Dataset entries
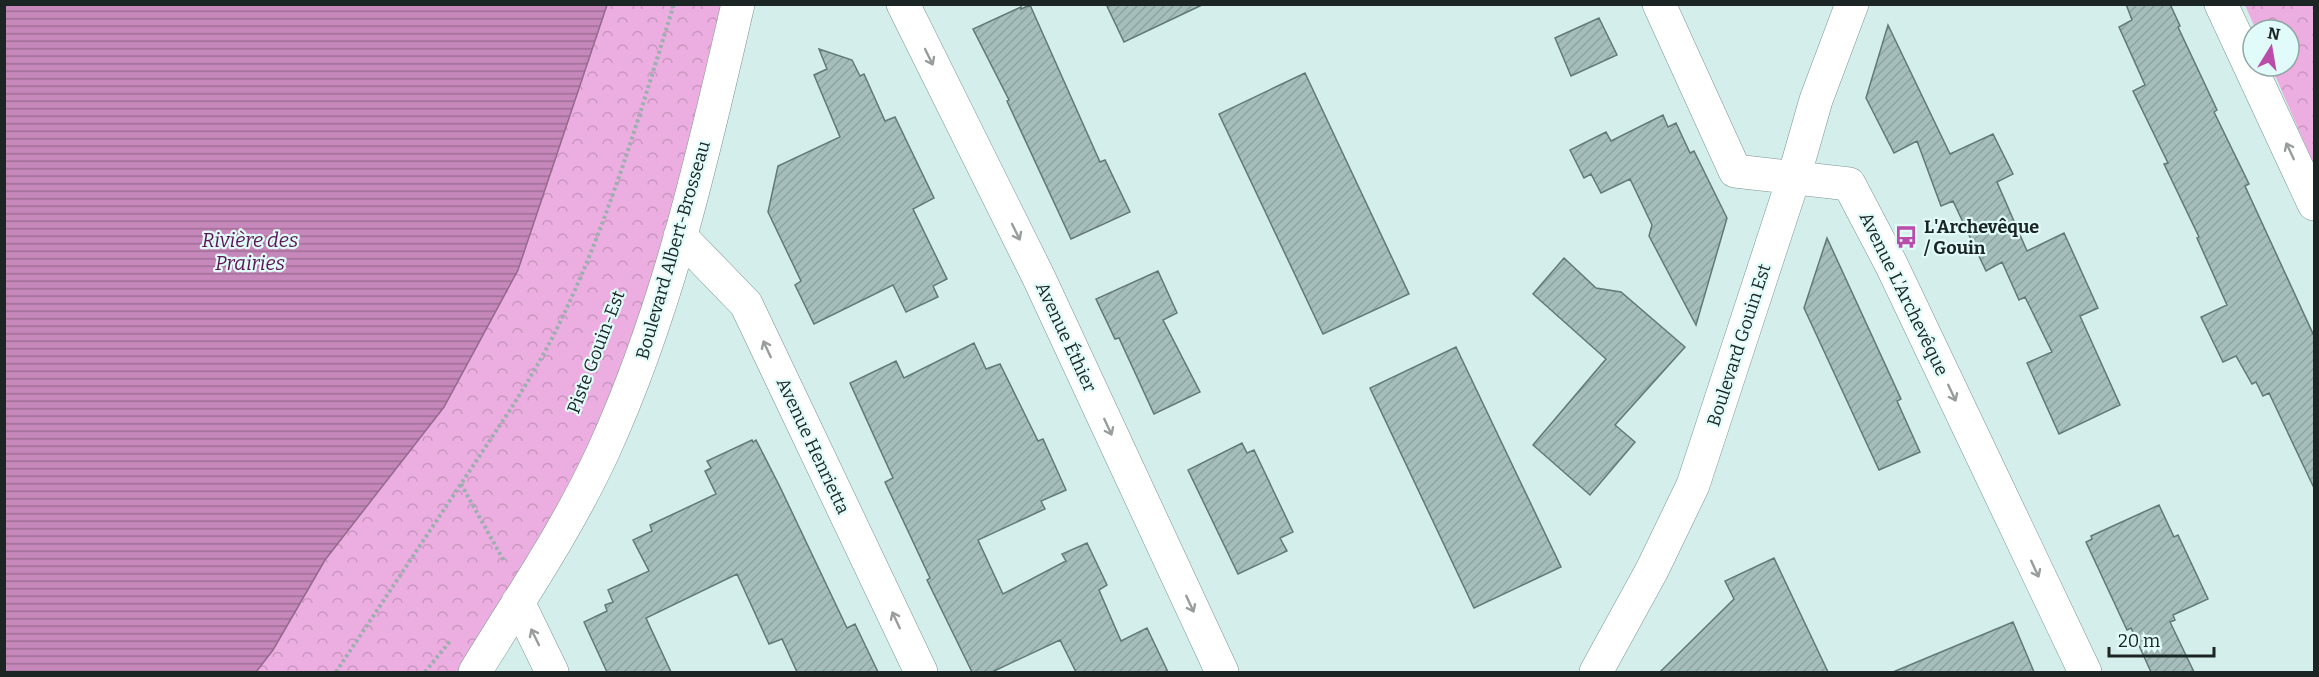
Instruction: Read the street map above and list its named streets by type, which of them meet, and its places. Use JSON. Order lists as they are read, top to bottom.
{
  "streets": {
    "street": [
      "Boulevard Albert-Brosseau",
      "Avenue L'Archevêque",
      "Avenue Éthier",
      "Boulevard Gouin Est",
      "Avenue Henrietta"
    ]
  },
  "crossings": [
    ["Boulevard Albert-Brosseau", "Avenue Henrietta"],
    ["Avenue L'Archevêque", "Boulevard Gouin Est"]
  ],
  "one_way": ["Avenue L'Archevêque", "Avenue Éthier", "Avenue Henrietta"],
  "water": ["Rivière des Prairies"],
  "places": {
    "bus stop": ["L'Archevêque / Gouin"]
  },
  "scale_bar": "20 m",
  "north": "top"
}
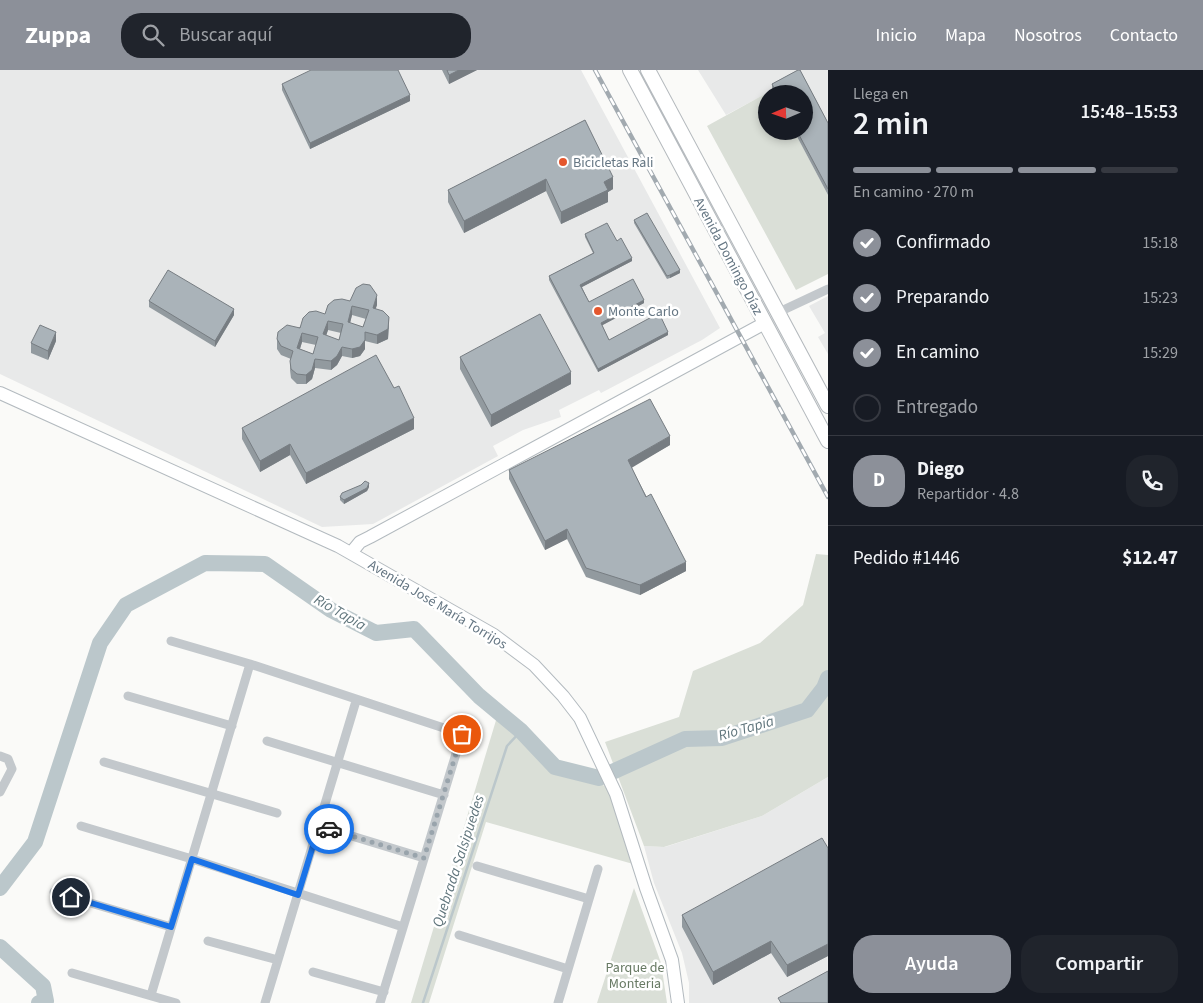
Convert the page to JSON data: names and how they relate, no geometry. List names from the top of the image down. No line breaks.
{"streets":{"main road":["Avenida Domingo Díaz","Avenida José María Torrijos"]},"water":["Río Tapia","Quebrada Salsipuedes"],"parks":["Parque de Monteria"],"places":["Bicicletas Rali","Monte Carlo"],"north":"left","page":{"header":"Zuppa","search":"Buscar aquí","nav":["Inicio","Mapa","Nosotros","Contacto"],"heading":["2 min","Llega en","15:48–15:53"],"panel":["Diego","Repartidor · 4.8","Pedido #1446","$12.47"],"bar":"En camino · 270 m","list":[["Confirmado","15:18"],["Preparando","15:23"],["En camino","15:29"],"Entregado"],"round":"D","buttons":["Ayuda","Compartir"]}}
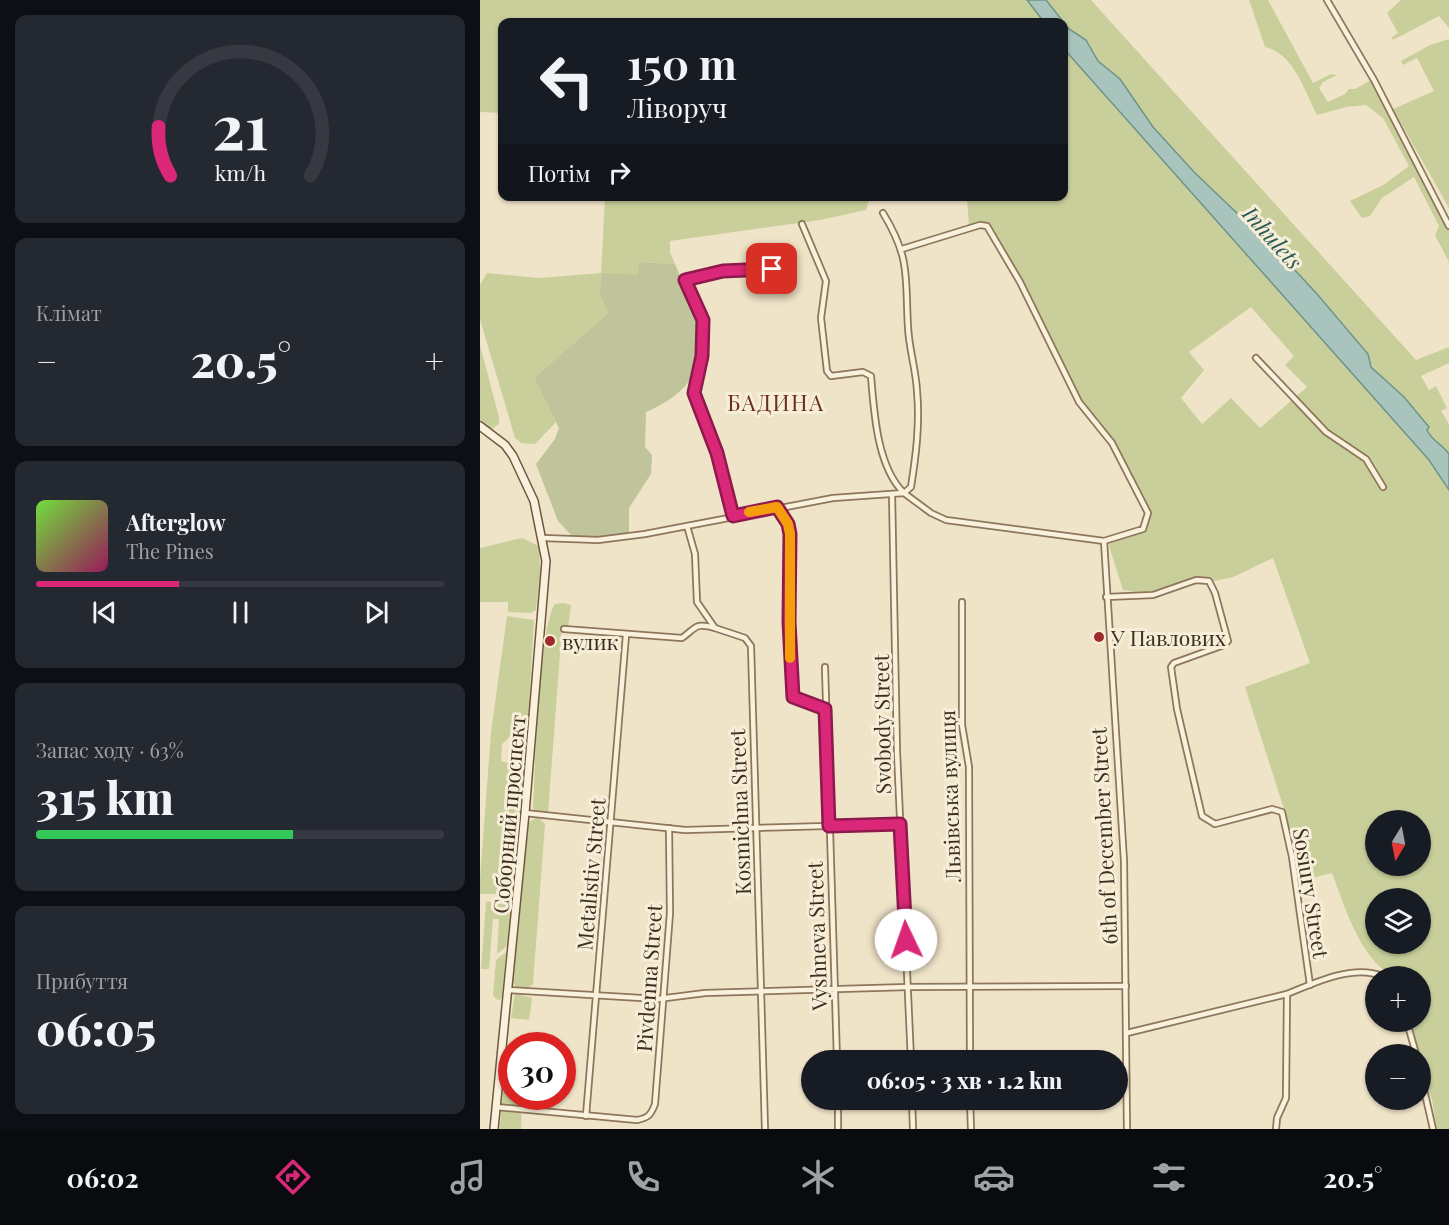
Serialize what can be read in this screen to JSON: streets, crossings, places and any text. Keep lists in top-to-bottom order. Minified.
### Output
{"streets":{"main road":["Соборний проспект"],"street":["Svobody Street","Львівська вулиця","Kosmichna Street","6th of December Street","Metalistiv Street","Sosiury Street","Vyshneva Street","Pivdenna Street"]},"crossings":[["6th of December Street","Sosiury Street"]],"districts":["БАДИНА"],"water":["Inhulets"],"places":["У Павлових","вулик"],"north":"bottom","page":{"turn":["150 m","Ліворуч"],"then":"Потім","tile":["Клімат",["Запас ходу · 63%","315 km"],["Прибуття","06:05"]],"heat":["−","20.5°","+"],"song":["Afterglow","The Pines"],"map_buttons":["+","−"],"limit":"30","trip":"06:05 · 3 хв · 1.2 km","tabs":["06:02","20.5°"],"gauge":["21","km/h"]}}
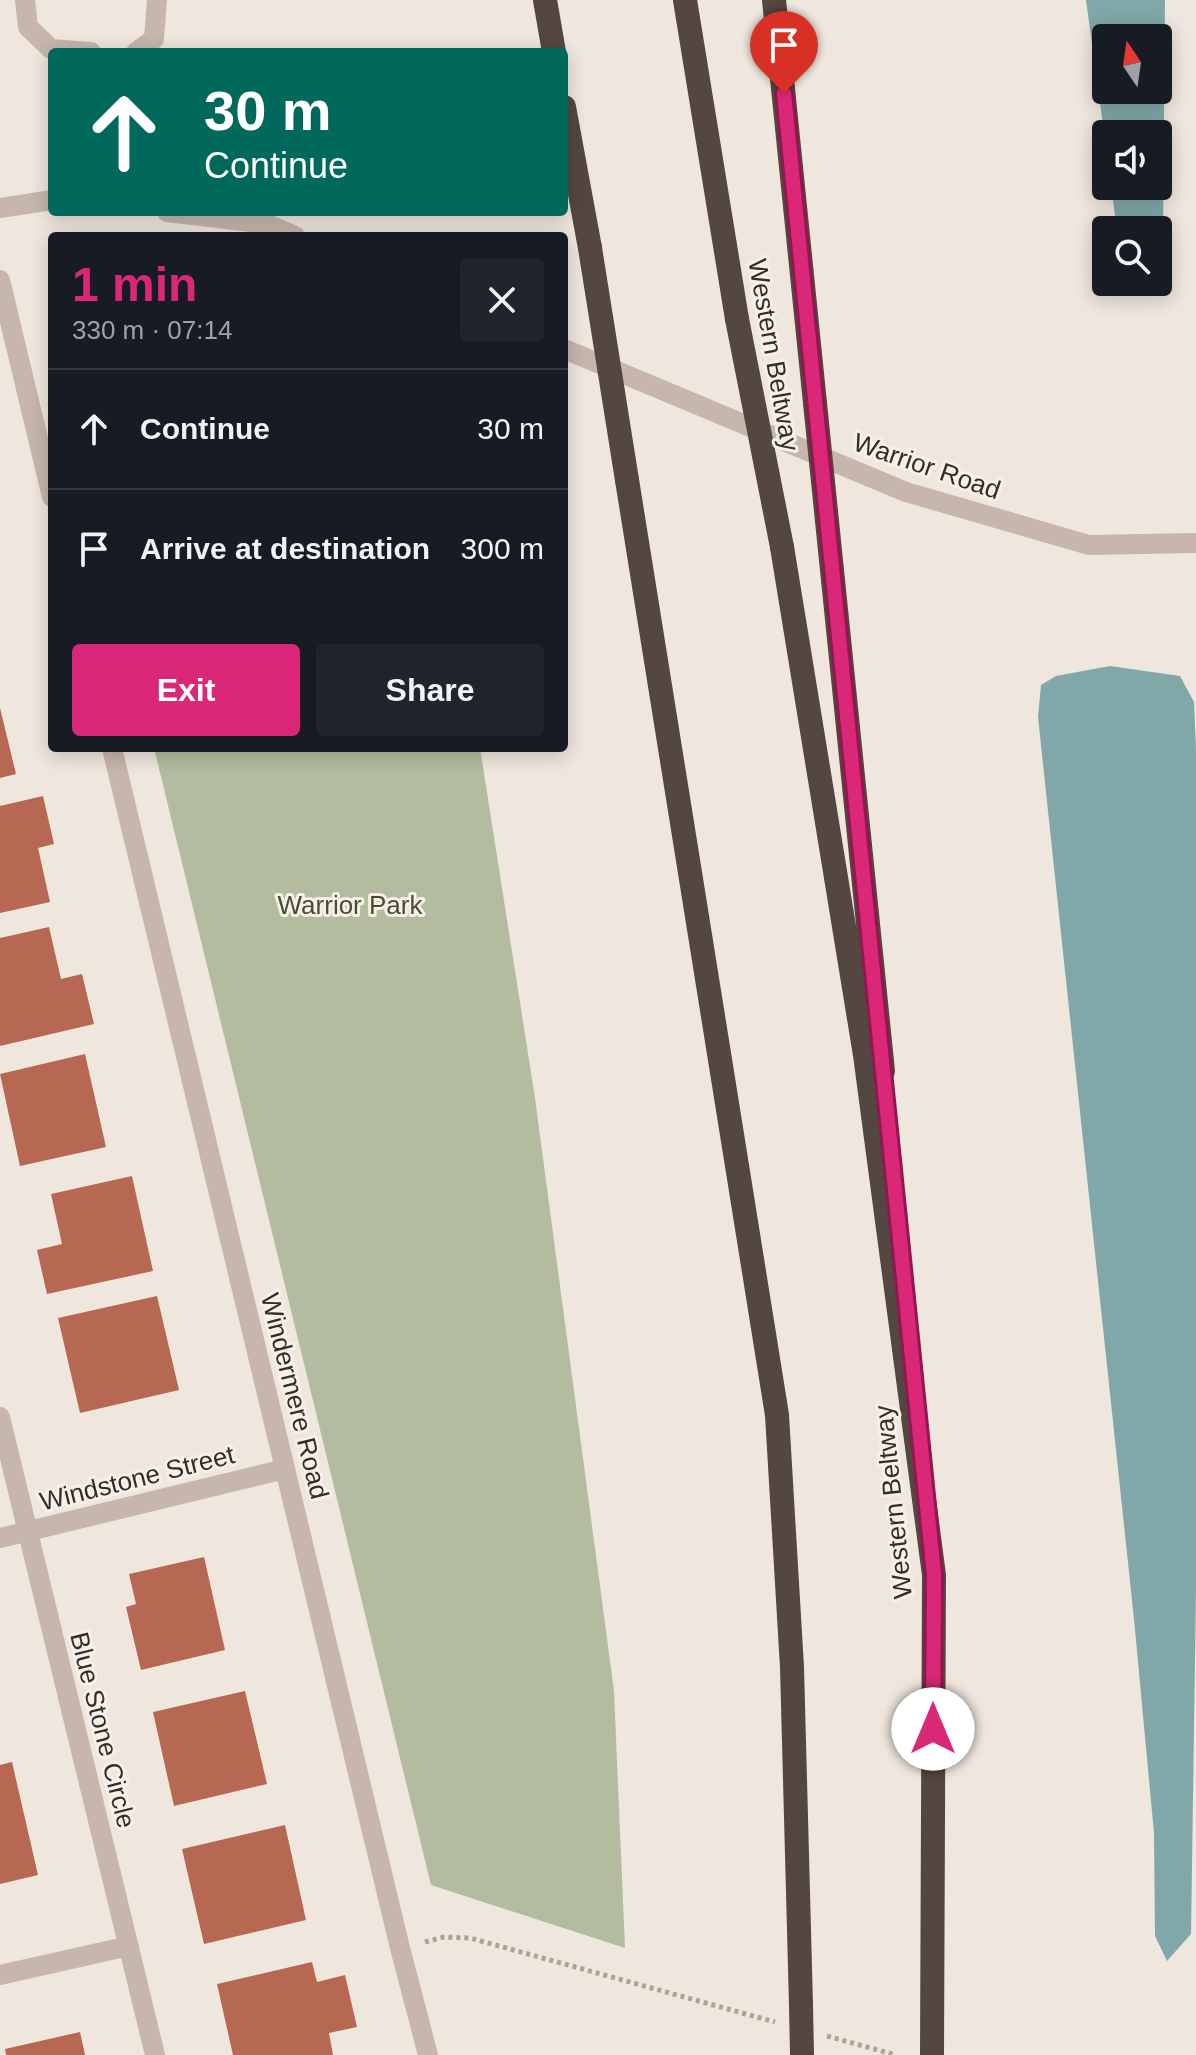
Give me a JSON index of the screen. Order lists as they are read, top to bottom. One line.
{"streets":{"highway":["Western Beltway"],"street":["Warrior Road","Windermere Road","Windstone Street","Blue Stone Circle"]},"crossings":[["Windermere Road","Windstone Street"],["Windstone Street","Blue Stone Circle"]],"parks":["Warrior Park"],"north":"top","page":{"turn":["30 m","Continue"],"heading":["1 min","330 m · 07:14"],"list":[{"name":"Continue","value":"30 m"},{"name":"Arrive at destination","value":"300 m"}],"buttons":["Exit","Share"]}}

**WHAT IS NEEDED:** Restate the entries verbatim, without pictures.

**RESULT:**
Instruction: Read the street map above and list its named streets by type, which of them meet, and its places. Use JSON. Order lists as they are read, top to bottom.
{
  "streets": {
    "street": [
      "Boulevard Albert-Brosseau",
      "Avenue L'Archevêque",
      "Avenue Éthier",
      "Boulevard Gouin Est",
      "Avenue Henrietta"
    ]
  },
  "crossings": [
    ["Boulevard Albert-Brosseau", "Avenue Henrietta"],
    ["Avenue L'Archevêque", "Boulevard Gouin Est"]
  ],
  "one_way": ["Avenue L'Archevêque", "Avenue Éthier", "Avenue Henrietta"],
  "water": ["Rivière des Prairies"],
  "places": {
    "bus stop": ["L'Archevêque / Gouin"]
  },
  "scale_bar": "20 m",
  "north": "top"
}
Convert the page to JSON data: names and how they relate, no geometry. List names from the top of the image down. No line breaks.
{"streets":{"main road":["Avenida Domingo Díaz","Avenida José María Torrijos"]},"water":["Río Tapia","Quebrada Salsipuedes"],"parks":["Parque de Monteria"],"places":["Bicicletas Rali","Monte Carlo"],"north":"left","page":{"header":"Zuppa","search":"Buscar aquí","nav":["Inicio","Mapa","Nosotros","Contacto"],"heading":["2 min","Llega en","15:48–15:53"],"panel":["Diego","Repartidor · 4.8","Pedido #1446","$12.47"],"bar":"En camino · 270 m","list":[["Confirmado","15:18"],["Preparando","15:23"],["En camino","15:29"],"Entregado"],"round":"D","buttons":["Ayuda","Compartir"]}}
Serialize what can be read in this screen to JSON: streets, crossings, places and any text. Keep lists in top-to-bottom order. Minified.
### Output
{"streets":{"main road":["Соборний проспект"],"street":["Svobody Street","Львівська вулиця","Kosmichna Street","6th of December Street","Metalistiv Street","Sosiury Street","Vyshneva Street","Pivdenna Street"]},"crossings":[["6th of December Street","Sosiury Street"]],"districts":["БАДИНА"],"water":["Inhulets"],"places":["У Павлових","вулик"],"north":"bottom","page":{"turn":["150 m","Ліворуч"],"then":"Потім","tile":["Клімат",["Запас ходу · 63%","315 km"],["Прибуття","06:05"]],"heat":["−","20.5°","+"],"song":["Afterglow","The Pines"],"map_buttons":["+","−"],"limit":"30","trip":"06:05 · 3 хв · 1.2 km","tabs":["06:02","20.5°"],"gauge":["21","km/h"]}}
Give me a JSON index of the screen. Order lists as they are read, top to bottom. One line.
{"streets":{"highway":["Western Beltway"],"street":["Warrior Road","Windermere Road","Windstone Street","Blue Stone Circle"]},"crossings":[["Windermere Road","Windstone Street"],["Windstone Street","Blue Stone Circle"]],"parks":["Warrior Park"],"north":"top","page":{"turn":["30 m","Continue"],"heading":["1 min","330 m · 07:14"],"list":[{"name":"Continue","value":"30 m"},{"name":"Arrive at destination","value":"300 m"}],"buttons":["Exit","Share"]}}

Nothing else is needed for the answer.